You’ve probably never heard of kakapos, and it’s no wonder. These large, flightless parrots live in only one place – two islands off the coast of New Zealand. Kakapos are so rare, that they were almost extinct. Several problems have lead to their decline. The kakapos have a strong smell, which makes it easy for predators to find them. The males don’t help take care of the babies. When the mothers leave to find food, the babies are easy prey. Opossums eat the same food as kakapos.
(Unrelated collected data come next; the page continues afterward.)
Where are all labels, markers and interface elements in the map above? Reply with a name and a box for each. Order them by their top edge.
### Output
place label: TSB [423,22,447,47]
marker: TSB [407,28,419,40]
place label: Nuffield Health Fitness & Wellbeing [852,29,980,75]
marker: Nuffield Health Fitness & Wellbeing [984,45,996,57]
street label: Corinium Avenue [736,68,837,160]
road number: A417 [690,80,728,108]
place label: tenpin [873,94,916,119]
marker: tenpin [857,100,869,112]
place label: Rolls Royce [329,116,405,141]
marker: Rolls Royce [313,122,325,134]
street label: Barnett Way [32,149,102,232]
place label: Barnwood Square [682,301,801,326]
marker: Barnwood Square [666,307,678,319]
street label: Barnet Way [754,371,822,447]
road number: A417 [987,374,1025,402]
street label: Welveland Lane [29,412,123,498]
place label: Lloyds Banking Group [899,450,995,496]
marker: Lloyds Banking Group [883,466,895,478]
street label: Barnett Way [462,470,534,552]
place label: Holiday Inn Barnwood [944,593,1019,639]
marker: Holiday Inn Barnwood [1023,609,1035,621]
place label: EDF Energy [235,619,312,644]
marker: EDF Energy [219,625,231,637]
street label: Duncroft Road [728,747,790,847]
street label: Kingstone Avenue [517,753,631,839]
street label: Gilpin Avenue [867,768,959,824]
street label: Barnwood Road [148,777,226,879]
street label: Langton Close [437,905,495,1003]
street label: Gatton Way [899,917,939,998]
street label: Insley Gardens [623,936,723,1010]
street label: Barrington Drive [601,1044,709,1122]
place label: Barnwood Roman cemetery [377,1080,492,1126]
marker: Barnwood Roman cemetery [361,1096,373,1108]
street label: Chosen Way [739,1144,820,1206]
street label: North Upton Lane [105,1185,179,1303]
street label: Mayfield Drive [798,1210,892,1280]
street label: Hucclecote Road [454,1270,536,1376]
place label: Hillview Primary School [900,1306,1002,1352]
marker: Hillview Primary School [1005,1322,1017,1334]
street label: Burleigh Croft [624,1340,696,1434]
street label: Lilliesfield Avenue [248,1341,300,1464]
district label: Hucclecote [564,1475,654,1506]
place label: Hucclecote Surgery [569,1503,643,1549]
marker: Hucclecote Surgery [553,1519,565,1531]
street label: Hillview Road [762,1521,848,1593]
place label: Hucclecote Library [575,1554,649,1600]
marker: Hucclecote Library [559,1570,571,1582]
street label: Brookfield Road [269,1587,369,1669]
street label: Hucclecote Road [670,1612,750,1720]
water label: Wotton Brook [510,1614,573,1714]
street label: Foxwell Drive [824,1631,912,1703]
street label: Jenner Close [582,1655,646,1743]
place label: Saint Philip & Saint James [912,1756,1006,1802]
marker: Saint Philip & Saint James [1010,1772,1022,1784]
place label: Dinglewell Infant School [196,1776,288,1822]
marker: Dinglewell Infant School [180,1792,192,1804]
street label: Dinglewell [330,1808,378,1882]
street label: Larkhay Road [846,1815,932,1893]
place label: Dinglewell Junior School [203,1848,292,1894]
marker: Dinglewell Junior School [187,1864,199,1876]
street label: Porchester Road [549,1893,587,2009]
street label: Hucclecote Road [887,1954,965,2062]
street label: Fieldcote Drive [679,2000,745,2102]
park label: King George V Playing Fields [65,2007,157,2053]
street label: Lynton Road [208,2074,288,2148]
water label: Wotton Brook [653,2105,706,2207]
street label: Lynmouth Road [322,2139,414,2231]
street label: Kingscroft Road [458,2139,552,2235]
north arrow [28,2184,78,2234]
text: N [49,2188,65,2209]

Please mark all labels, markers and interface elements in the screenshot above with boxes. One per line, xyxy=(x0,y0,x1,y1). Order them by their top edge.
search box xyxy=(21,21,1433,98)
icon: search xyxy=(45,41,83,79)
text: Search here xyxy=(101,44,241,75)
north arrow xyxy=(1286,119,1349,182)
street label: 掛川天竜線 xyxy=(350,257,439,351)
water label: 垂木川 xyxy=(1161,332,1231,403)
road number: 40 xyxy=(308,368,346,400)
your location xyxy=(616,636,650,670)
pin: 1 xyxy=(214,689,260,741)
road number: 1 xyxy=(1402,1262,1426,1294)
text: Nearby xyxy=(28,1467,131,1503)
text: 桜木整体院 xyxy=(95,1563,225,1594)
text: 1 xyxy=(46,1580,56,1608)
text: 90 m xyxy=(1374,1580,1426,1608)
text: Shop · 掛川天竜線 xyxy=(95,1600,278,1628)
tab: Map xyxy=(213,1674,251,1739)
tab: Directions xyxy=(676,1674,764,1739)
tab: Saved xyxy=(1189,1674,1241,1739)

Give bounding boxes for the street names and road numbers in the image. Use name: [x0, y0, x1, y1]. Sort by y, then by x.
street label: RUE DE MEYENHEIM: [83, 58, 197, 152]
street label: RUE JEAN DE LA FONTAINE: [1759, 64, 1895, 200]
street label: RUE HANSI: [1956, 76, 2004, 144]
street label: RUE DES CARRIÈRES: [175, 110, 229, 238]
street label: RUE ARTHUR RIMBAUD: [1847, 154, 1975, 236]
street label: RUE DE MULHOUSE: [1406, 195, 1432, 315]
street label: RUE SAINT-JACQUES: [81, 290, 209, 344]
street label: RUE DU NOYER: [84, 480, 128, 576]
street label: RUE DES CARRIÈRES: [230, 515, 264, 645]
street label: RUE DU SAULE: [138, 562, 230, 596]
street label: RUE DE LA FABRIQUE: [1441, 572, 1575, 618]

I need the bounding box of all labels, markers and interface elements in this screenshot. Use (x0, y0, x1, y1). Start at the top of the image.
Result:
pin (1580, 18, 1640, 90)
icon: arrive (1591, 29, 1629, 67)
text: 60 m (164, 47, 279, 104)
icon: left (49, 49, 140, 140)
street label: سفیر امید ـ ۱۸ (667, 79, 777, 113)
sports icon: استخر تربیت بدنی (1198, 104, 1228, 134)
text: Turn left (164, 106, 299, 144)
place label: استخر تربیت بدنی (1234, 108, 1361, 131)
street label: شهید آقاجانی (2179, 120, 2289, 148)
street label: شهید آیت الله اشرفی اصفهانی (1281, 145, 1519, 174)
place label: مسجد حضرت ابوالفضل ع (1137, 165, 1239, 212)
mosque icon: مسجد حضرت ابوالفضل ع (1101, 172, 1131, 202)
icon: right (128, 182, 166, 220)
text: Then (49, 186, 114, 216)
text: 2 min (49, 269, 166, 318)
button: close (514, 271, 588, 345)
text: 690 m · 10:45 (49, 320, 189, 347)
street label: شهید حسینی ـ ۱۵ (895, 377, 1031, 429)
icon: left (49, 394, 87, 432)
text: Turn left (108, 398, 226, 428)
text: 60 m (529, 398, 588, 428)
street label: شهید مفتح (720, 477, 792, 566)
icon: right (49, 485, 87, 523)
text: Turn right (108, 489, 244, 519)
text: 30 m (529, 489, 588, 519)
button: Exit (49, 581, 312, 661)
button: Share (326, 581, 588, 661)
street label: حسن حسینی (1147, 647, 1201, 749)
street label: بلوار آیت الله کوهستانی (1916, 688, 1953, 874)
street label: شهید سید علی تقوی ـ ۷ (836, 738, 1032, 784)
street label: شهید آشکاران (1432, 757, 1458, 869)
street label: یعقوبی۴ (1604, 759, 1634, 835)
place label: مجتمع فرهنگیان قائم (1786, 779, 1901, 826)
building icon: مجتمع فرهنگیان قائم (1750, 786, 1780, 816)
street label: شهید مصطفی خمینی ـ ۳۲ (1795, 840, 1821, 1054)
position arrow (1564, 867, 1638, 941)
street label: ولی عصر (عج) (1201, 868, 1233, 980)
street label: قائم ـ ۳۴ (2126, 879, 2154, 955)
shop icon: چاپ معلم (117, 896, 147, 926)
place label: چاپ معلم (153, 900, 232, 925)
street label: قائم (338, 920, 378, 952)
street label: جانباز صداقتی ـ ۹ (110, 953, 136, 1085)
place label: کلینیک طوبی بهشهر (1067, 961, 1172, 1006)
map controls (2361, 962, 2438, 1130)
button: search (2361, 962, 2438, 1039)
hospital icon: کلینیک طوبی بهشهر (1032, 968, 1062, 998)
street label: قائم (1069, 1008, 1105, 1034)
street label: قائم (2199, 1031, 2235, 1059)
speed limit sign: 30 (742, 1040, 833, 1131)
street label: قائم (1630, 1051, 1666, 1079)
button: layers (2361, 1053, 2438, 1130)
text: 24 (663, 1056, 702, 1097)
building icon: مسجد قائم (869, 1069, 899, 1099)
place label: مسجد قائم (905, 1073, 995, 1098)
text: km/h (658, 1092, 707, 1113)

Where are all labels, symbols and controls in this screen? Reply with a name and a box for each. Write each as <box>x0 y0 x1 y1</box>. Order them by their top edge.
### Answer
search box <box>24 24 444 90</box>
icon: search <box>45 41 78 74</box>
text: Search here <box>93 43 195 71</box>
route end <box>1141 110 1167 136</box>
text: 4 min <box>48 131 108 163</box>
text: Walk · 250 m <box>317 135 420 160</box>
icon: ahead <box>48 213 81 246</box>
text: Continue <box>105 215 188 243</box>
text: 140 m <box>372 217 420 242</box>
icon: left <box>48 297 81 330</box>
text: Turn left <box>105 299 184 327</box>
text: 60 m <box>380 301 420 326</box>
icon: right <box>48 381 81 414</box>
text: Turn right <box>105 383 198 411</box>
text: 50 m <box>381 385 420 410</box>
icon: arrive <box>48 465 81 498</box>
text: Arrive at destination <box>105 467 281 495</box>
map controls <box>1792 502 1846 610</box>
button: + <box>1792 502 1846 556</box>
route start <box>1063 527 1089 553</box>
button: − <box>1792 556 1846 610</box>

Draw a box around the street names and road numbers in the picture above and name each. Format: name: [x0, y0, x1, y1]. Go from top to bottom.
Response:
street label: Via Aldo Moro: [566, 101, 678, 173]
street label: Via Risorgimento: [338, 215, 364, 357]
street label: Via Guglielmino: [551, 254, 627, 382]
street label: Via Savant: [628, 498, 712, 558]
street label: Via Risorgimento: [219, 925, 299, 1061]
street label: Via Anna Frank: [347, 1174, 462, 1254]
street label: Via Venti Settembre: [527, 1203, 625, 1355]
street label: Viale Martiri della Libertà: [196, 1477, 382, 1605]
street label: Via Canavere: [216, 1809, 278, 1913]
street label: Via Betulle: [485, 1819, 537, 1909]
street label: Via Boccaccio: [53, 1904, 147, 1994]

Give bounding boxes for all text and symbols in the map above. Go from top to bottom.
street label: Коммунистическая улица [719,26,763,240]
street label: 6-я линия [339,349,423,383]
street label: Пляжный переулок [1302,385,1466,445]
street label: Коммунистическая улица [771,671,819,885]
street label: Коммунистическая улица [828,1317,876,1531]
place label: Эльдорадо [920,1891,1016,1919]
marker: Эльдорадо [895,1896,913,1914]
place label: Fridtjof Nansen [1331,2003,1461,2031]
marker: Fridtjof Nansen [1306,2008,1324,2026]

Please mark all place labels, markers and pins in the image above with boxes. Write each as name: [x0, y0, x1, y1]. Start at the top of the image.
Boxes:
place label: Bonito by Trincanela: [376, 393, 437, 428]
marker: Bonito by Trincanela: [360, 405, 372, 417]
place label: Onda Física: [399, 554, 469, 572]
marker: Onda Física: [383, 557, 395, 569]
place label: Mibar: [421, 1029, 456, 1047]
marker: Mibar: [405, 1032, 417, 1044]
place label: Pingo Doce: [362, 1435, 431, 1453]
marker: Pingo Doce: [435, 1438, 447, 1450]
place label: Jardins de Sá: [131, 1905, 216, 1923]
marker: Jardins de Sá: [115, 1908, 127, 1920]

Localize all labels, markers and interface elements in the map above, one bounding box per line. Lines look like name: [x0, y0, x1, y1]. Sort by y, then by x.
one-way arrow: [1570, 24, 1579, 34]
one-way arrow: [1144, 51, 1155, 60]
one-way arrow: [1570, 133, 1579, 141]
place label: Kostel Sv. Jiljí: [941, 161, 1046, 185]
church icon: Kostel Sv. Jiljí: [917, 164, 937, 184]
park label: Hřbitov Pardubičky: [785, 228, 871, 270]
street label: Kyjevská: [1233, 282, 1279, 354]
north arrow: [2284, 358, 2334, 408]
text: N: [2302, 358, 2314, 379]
When opossums eat all the food, the kakapos have nothing to eat.
Fortunately, the New Zealand Department of Conservation stepped in to help the kakapos. Scientists gathered all the birds and took them to two islands where there are no predators – no foxes, no cats, no wild dogs, no rats. Here, scientists are taking care of the birds and helping their numbers grow.
Fun Facts about Kakapos for Kids
- Kakapo males make a loud, booming sound to attract a mate. The sound can be heard over 7 miles away.
- Kakapos can live to be 60 years old.
- These interesting parrots are moss green.
- There are only 131 kakapos left in the world. Scientists have given each one a name, such as Richard Henry and Nora.
- Kakapos can’t fly, but they can climb trees. They eat fruit, seeds, plants and bulbs.
- Kakapos are nocturnal. They walk alone on the forest floor at night looking for food. They spend their days sleeping in trees.
- Flightless: unable to fly
- Extinct: gone from the earth
- Decline: fail, deteriorate
- Predator: an animal that hunts other animals
- Nocturnal: awake at night
Learn More All ABout Kakapos
Watch this interesting video documentary about the kakapos:
A documentary video about these flightless parrots.
Question: How big are kakapos?
Answer: Kakapos weigh about 9 pounds, which is as large as a cat or small dog.
Question: How does a kakapo escape from predators?
Answer: Unfortunately, kakapos freeze, rather than fly away or fight, when a predator comes near. This is one of the reasons they are endangered.